Colheita da roça coletiva de avaxi eté, milho de verdade Mbya Guarani, cultivado no Canto da Saracura em Maquiné-RS (2020)

Seres atravessades por várias matrizes ancestrais e contemporâneas, que se reinventam a partir dessas diversas influências que se atualizam, interagem, mas não se anulam. Uma descolonização ch’ixi, usando um termo aymara. Pará, pra dizer em guarani. Milho colorido que contém várias cores, mas cada grão de uma cor. Farofa pedaçuda de múltiplas ancestralidades e rebeldias que re-existem na contemporaneidade cosmopolita, digital e caótica.

Abaixo o sincretismo homogeneizador! A descolonização não é cordial, ao menos não do jeito que falaram sobre um Brasil em que as diferenças supostamente dançam sem conflitos. A dança é também luta, porque frente a tanta injustiça contra indígenas, negrxs, mulheres, heterodesviantes e tantes outres que desafiam a normalização produtivista, contra a diversidade da vida em suas múltiplas manifestações, re-existir exige malemolência, sabedoria, força e coragem. Mbara’eté. Ginga.

A descolonização não é mestiça, não do jeito que falaram sobre este continente de sangue vital onde a vida pulsa, Abya Yala, que um tal Américo arrogantemente presumiu descobrir. Uma mestiçagem em que o branco e o negro se misturariam num cinza que apaga diferenças, que só existe no discurso, porque na realidade as diferenças são nítidas, visíveis na segmentação de distintas cores e gêneros em determinados papeis, geografias e classes sociais. O 1% mais rico do mundo é hetero, masculino, branco, cis.
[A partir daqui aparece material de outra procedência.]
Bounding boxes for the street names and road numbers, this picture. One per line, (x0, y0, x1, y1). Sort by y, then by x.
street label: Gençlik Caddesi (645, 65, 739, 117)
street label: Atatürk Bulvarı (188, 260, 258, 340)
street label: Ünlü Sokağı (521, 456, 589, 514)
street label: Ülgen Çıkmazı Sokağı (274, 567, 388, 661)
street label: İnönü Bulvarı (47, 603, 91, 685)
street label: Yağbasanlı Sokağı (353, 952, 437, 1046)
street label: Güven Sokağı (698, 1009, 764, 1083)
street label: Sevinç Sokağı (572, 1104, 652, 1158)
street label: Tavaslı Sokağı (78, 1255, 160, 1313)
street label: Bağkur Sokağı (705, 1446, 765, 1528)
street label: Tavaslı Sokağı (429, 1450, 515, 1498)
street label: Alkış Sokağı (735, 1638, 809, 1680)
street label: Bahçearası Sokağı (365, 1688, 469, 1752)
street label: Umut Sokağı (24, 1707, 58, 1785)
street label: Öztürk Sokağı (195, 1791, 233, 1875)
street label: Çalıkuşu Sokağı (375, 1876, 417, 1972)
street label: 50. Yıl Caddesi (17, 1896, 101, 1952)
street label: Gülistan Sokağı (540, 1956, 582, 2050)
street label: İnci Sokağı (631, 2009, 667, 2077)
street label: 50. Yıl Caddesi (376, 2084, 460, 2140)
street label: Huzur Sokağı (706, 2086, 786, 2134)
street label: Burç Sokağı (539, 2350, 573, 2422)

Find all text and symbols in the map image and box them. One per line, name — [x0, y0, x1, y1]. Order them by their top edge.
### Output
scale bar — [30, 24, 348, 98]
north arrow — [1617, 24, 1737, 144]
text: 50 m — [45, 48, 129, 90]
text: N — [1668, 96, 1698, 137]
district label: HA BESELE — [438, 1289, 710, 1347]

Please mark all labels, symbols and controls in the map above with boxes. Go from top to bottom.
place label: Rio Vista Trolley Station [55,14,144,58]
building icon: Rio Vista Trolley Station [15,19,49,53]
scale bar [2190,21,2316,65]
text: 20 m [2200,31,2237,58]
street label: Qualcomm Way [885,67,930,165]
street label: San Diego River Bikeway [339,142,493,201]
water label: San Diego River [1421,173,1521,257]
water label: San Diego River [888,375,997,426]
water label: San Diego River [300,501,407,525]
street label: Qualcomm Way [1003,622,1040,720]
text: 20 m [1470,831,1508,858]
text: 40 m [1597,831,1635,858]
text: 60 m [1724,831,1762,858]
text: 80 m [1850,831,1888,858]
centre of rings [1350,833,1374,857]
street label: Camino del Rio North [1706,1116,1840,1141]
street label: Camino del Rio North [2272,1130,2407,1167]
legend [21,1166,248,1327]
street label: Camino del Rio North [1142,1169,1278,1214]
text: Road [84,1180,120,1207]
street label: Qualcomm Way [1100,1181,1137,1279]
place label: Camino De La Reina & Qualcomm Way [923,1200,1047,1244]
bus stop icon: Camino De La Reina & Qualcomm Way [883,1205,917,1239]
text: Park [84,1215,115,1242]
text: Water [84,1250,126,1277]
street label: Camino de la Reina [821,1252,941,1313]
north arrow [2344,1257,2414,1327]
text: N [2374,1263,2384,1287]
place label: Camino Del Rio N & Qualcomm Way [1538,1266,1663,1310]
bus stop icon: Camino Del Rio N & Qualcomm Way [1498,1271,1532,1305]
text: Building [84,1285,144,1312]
Do norte global. A maioria das pessoas e grupos na base da pirâmide, esmagades pela brutalidade capitalista disfarçada de sofisticação tecnológica, é negra, indígena, mulher, lésbica, trans, bicha. Do sul.

O sul contém muitos nortes, e o norte tem muito do sul. Mas nosso norte é nosso sul.

Silvia Rivera Cusicanqui fala sobre descolonização a partir do termo ch’ixi. Hoje reconhecida mundialmente por seu pensamento e ação descolonizantes, a pesquisadora e ativista boliviana foi criada em La Paz numa família que não se entendia como indígena. Ao longo de sua trajetória como ativista, acadêmica, mulher, foi reconhecendo sua raíz Aymara, que está (também) no sobrenome. Ela se considera ch’ixi, palavra que se refere a seres como sapos e cobras, com suas peles compostas por vários pontos de cores diferentes que formam um todo texturizado, uma mescla em que as diferenças se integram num todo, numa outra coisa, mas não são anuladas. Diferenças que coexistem e geram algo novo, a partir do encontro do que é velho e se mantém – mas vai além.